What is being asked — Search the records for the string "filterUnits", then copy each line where it appears.

(Data excerpts)
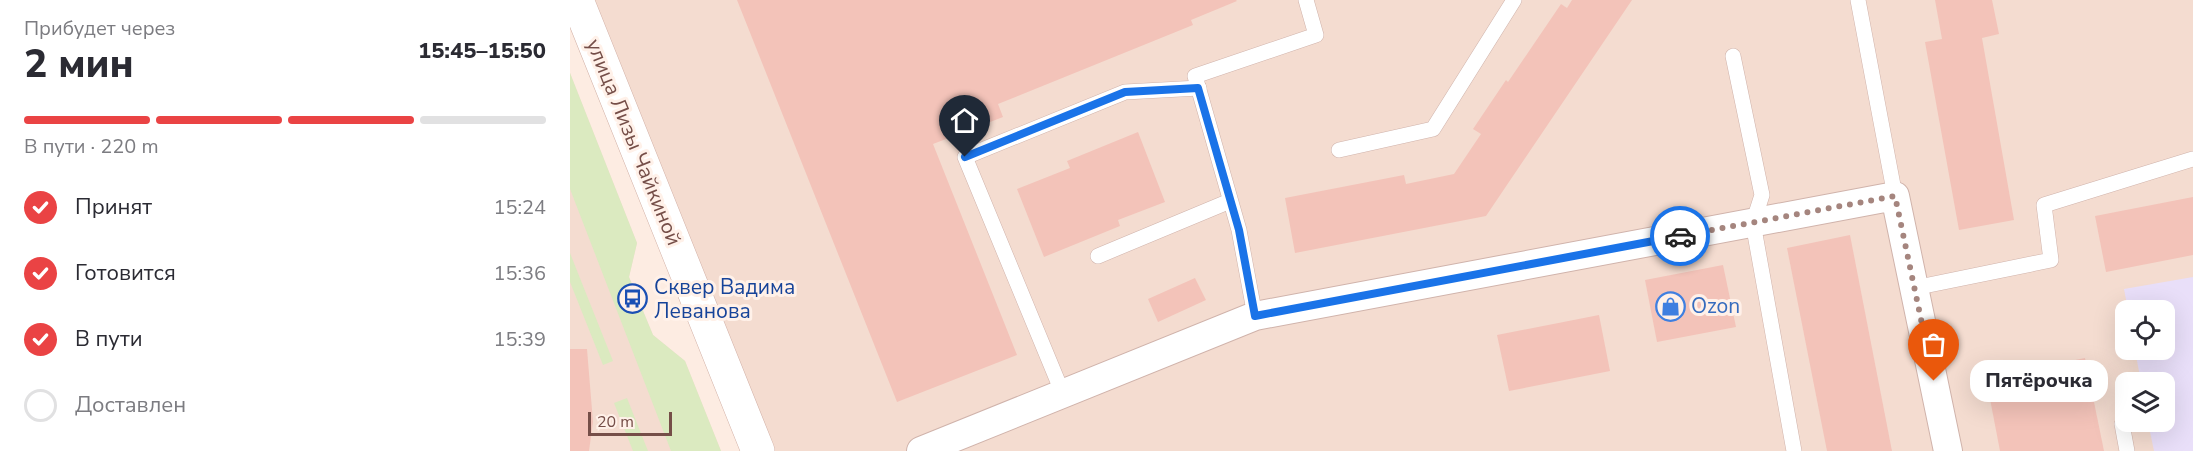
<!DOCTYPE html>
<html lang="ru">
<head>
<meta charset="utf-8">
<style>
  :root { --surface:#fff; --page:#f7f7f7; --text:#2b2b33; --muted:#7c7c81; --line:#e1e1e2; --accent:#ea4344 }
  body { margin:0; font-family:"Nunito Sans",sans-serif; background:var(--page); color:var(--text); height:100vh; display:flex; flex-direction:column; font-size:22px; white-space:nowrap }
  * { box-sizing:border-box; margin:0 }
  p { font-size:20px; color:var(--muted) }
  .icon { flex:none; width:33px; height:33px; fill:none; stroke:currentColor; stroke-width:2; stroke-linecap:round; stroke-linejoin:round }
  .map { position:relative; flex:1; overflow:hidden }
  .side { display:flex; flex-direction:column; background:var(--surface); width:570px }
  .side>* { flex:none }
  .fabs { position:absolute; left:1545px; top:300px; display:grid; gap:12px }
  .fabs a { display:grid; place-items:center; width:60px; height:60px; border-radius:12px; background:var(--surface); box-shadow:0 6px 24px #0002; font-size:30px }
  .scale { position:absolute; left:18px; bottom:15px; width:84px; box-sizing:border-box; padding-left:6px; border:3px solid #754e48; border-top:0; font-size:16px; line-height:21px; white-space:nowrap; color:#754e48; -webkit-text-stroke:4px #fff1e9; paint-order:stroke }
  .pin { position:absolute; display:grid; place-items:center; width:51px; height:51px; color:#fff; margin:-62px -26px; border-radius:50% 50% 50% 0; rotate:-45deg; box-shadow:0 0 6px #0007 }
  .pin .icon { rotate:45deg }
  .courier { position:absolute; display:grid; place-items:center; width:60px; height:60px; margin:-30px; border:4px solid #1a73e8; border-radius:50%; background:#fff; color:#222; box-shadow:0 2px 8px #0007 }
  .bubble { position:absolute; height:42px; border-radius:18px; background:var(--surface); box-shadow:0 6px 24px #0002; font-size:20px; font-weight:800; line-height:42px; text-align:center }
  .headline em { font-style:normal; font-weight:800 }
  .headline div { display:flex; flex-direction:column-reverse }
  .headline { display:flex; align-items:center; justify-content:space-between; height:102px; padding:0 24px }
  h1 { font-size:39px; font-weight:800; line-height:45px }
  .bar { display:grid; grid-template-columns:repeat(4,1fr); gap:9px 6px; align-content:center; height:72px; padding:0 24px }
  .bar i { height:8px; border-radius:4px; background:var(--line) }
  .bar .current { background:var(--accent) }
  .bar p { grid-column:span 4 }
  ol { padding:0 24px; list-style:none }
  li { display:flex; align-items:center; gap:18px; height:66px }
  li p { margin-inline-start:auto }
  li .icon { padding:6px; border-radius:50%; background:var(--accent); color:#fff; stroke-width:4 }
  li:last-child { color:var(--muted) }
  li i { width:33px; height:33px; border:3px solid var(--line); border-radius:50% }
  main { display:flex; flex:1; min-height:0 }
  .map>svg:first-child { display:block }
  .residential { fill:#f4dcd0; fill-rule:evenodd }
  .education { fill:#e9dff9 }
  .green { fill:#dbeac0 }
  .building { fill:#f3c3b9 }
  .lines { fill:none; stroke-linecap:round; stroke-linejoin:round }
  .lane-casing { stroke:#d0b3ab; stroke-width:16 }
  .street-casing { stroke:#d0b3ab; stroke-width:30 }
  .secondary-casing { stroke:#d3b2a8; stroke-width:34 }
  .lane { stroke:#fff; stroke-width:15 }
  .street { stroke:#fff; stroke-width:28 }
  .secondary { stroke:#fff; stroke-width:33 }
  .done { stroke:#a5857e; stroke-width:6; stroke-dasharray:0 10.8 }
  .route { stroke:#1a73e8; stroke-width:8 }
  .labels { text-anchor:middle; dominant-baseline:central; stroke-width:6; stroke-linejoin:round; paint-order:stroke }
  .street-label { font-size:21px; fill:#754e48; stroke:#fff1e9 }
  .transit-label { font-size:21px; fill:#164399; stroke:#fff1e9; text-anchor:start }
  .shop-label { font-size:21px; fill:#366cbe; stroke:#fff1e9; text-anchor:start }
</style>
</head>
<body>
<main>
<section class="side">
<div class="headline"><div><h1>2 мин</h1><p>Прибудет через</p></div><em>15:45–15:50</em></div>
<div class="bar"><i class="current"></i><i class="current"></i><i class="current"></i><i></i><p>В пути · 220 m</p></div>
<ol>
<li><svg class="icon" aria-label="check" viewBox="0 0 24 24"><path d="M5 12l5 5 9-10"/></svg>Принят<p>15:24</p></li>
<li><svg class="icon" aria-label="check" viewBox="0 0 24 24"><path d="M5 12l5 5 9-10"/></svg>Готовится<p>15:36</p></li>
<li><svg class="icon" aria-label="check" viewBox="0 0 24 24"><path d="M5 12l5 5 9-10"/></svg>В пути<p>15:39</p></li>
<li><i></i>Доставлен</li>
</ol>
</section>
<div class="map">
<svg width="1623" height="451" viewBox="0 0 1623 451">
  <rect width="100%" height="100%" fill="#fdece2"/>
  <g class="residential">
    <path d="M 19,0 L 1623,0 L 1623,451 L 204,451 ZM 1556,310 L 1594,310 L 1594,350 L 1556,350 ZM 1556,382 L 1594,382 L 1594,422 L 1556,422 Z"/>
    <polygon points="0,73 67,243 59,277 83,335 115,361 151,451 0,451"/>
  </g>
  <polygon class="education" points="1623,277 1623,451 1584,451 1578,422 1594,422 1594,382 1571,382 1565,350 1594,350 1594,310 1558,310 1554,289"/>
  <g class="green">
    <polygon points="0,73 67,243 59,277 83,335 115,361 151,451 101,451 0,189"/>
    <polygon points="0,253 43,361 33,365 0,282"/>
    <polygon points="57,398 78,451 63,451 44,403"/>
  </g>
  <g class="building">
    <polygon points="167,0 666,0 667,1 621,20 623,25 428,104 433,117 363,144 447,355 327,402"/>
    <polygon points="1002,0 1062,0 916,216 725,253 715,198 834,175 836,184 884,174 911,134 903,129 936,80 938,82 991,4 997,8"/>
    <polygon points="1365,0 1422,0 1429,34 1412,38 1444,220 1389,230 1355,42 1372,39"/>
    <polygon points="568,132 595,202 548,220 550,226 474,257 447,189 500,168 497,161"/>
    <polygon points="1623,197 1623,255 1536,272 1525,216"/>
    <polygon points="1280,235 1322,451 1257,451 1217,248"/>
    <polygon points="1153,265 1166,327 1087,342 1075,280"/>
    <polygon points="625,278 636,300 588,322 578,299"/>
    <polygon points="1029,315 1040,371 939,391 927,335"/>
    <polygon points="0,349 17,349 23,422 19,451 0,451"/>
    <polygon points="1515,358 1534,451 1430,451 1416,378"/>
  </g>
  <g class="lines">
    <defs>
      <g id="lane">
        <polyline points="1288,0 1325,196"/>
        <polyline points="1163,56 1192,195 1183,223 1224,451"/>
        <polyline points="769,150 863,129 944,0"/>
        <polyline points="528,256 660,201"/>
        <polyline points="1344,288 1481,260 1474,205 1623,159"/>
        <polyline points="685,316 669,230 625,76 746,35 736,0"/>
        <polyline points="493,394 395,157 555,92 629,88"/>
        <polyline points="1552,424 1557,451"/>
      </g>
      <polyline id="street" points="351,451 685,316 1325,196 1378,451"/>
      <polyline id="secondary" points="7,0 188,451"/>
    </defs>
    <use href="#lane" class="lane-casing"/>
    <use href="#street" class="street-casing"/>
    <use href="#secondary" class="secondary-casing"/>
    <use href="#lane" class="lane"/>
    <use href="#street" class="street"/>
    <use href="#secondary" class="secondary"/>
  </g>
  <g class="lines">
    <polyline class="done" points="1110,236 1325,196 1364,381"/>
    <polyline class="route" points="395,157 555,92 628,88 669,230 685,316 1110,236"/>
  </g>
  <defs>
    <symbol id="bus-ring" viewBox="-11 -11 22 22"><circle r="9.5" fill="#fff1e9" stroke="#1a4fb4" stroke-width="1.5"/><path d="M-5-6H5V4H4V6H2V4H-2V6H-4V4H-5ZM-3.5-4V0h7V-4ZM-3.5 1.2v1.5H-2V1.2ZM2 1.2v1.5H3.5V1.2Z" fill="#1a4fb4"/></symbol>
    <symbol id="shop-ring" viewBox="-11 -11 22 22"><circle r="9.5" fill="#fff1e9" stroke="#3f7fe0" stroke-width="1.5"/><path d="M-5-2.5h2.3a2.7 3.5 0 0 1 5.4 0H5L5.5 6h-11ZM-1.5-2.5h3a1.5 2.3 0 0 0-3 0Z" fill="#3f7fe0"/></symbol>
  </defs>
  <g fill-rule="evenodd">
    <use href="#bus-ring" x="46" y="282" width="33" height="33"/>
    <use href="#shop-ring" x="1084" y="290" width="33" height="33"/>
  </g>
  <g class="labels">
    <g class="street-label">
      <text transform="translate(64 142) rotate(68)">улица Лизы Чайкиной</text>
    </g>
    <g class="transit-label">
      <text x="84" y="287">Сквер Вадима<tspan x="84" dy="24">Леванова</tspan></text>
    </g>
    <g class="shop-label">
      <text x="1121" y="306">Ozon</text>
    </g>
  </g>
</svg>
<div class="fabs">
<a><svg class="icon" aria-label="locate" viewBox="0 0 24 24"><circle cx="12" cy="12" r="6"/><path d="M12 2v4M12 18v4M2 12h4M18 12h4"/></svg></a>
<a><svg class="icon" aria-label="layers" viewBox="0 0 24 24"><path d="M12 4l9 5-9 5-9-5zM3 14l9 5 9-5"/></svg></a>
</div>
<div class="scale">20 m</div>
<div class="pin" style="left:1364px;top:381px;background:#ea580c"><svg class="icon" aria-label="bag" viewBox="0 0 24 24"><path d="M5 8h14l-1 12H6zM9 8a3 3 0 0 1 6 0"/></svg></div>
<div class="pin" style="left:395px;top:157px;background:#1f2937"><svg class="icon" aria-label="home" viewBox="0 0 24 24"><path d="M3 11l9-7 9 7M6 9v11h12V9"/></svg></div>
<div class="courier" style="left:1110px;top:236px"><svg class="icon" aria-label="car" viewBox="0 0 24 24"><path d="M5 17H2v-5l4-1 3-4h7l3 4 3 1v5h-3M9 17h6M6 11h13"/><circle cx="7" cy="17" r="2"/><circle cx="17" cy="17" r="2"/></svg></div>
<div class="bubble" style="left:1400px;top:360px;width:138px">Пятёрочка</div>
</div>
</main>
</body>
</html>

==

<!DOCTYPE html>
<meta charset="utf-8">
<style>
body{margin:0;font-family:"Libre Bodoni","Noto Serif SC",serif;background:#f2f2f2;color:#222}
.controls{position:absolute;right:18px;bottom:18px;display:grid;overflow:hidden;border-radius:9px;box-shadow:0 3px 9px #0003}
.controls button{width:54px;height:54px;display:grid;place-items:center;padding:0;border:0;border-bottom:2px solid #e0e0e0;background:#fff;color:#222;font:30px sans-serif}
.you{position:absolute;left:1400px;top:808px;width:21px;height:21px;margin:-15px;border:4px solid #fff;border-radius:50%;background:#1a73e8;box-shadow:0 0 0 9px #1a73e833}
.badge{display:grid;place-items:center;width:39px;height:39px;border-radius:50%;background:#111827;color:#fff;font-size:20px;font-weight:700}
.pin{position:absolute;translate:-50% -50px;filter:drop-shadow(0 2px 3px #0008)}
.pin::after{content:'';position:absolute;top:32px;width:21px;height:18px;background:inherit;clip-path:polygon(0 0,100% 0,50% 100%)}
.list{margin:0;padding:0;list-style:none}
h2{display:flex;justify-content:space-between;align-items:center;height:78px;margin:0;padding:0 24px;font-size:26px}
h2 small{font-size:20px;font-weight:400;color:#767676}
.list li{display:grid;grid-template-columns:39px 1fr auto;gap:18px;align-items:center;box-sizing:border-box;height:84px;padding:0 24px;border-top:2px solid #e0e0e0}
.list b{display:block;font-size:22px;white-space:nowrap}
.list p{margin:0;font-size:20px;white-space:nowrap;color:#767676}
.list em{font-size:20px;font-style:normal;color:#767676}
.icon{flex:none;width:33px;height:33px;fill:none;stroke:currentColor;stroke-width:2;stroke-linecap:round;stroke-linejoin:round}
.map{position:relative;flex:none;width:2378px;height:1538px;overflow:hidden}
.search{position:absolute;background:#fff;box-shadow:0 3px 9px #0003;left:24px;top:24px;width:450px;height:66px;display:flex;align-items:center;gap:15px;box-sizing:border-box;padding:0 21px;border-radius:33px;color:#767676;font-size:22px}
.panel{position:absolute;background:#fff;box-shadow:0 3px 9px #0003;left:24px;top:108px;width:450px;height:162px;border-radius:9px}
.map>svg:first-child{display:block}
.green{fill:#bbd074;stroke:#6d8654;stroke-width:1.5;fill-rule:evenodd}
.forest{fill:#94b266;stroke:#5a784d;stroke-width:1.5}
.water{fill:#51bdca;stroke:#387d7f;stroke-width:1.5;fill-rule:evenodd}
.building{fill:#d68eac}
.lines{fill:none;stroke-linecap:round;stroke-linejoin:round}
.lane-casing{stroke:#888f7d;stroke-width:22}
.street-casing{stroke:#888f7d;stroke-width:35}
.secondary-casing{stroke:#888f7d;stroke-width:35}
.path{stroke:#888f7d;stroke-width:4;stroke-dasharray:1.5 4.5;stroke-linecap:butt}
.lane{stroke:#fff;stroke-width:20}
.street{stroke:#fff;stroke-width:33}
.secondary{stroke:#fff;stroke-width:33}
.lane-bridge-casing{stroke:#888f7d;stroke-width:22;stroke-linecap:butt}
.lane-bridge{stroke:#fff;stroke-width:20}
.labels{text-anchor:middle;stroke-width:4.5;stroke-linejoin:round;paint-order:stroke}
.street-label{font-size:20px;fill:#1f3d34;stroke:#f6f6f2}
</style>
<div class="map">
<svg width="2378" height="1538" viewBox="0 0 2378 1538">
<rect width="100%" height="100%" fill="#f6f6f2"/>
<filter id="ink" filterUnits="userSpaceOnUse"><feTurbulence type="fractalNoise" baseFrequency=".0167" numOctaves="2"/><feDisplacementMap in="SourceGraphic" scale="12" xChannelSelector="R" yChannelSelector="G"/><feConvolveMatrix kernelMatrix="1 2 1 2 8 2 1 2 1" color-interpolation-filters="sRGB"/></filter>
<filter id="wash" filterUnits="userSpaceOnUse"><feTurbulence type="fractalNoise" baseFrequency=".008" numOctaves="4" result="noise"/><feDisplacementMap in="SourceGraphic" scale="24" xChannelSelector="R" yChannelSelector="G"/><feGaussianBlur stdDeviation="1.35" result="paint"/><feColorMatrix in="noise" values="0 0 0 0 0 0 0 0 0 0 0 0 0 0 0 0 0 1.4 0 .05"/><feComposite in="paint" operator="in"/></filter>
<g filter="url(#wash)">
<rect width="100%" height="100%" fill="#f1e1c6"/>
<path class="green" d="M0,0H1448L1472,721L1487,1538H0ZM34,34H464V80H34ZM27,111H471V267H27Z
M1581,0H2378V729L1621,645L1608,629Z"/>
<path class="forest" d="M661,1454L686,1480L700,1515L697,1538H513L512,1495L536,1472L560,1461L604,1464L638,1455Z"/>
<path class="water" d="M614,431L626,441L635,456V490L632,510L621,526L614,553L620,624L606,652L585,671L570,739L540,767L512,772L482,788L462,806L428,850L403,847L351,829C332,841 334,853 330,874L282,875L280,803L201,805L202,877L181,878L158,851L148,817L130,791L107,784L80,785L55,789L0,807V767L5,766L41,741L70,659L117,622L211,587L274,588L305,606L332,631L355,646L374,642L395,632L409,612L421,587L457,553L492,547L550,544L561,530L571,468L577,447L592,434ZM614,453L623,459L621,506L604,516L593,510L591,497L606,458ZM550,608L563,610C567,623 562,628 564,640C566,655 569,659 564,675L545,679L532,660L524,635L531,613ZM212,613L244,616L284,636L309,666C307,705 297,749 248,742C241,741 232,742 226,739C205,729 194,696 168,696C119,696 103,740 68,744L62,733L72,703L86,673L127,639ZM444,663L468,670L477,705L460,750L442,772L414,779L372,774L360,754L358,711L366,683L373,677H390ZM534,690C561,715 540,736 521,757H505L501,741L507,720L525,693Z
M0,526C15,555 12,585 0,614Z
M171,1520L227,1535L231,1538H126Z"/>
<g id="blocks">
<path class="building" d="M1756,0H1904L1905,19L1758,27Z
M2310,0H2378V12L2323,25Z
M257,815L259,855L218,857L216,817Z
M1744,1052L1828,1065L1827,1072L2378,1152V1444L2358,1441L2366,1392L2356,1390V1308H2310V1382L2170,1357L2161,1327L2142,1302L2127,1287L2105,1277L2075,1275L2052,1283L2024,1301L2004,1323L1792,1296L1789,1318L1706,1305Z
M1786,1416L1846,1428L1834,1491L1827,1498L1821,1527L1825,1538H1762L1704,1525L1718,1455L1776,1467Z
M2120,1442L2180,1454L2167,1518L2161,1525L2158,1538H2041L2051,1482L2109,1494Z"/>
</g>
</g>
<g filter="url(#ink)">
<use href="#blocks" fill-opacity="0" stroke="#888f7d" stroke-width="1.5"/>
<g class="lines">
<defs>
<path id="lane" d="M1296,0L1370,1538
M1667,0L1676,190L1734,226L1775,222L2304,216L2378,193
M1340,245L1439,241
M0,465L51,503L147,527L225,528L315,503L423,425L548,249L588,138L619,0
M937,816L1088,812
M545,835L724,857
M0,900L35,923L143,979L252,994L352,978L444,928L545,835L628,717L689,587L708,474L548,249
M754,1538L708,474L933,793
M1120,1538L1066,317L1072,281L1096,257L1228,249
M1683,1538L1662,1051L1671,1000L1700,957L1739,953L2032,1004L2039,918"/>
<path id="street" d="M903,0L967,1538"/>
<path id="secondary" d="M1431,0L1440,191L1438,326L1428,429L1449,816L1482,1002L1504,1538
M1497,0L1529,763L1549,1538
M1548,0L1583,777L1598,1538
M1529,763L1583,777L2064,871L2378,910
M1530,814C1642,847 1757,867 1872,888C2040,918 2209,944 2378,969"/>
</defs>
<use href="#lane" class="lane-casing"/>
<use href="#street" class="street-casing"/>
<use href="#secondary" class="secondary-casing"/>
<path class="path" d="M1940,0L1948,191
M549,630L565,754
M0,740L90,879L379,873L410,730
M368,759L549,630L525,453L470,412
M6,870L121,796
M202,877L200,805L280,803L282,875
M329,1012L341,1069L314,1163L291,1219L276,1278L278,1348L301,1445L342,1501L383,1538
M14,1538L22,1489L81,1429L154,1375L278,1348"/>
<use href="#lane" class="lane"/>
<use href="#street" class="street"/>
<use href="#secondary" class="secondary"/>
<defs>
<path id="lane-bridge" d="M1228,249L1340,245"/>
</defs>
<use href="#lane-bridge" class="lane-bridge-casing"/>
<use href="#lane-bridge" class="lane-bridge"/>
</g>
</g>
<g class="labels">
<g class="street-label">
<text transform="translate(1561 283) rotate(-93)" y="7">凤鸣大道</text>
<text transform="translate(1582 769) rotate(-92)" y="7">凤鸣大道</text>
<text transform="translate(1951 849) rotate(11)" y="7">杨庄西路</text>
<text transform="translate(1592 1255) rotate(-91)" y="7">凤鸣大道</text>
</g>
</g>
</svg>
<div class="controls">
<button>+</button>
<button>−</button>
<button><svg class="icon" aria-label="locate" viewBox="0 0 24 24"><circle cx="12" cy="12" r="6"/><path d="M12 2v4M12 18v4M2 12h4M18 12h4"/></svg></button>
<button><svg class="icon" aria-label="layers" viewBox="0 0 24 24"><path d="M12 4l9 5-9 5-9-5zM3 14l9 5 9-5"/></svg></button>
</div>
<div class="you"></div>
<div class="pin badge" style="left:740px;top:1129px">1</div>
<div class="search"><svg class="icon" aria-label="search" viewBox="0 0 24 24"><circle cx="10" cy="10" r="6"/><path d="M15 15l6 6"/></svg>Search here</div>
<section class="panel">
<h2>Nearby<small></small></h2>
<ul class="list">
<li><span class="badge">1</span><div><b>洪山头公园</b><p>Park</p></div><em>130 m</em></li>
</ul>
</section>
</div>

Response to this exercise —
<filter id="ink" filterUnits="userSpaceOnUse"><feTurbulence type="fractalNoise" baseFrequency=".0167" numOctaves="2"/><feDisplacementMap in="SourceGraphic" scale="12" xChannelSelector="R" yChannelSelector="G"/><feConvolveMatrix kernelMatrix="1 2 1 2 8 2 1 2 1" color-interpolation-filters="sRGB"/></filter>
<filter id="wash" filterUnits="userSpaceOnUse"><feTurbulence type="fractalNoise" baseFrequency=".008" numOctaves="4" result="noise"/><feDisplacementMap in="SourceGraphic" scale="24" xChannelSelector="R" yChannelSelector="G"/><feGaussianBlur stdDeviation="1.35" result="paint"/><feColorMatrix in="noise" values="0 0 0 0 0 0 0 0 0 0 0 0 0 0 0 0 0 1.4 0 .05"/><feComposite in="paint" operator="in"/></filter>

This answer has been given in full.